Seshadri Iyer understood that a kingdom's survival depended on economic capacity, not military might alone. In 1898, he commissioned engineers to travel to Niagara Falls to study George Westinghouse's alternating current transmission system. When they returned, the plan crystallized. Mysore would not simply purchase foreign solutions. It would understand every component and build the system itself.
The venture carried substantial risk. The capital was considerable for the 1890s. The technology was unproven. The line would stretch across malaria-infested terrain, requiring 5,000 laborers. The court skeptics outnumbered believers. Yet Seshadri Iyer proceeded with methodical confidence.
Construction began in 1899. Generators came from General Electric in America. Turbines came from Escher Wyss in Switzerland. But the transmission system design and execution remained under Indian leadership. Civil engineers designed channels to divert the Cauvery's flow through penstocks. Electrical engineers stepped voltage upward to 30,000-35,000 volts using transformers, transmitted it across 92 miles of copper line, then stepped it downward at Kolar for mining machinery.
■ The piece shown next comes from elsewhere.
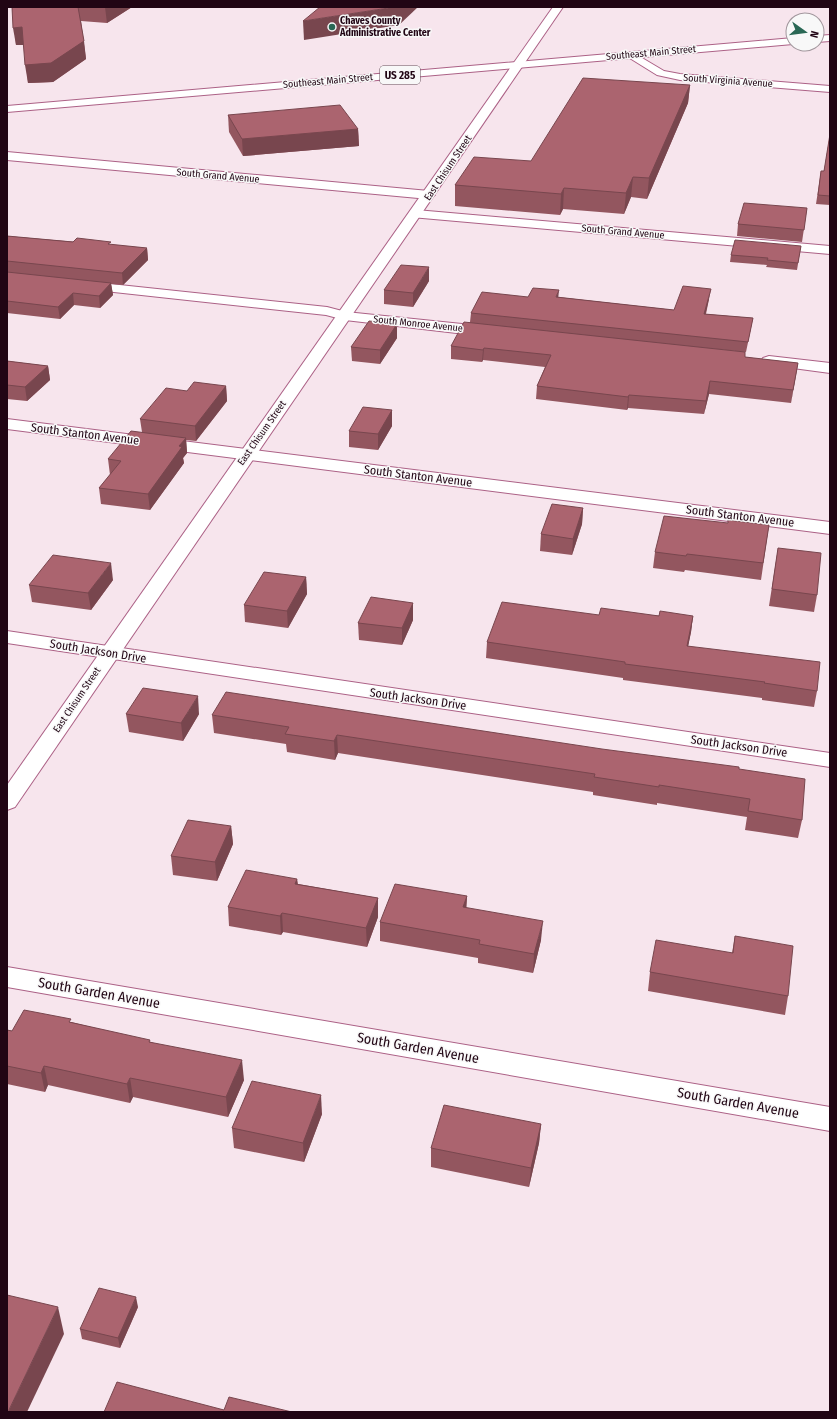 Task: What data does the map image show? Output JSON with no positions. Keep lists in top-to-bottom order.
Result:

The frequency selected was 25 cycles per second, not arbitrary but deliberate. Heavy rotary converters used in mining operated efficiently at lower frequencies than the 50 or 60 hertz that would eventually become standard globally. This reflected sophisticated understanding of end-user requirements.
In June 1902, high-voltage power generated at Shivanasamudra flowed across 147 kilometers to the gold fields. For the first time, machines in one location could be powered by water falling in a completely separate location, separated by jungles and hills. The mining operations transformed. Deep extraction became economically viable. Steam dependence was broken.
This distinction matters. The Shivanasamudra project was not Western technology imposed on an Indian kingdom. It was an Indian administration studying Niagara Falls, acquiring knowledge, and implementing a solution that exceeded what any Western nation had accomplished in this specific domain. Technologies were sourced globally. Vision and execution were profoundly local.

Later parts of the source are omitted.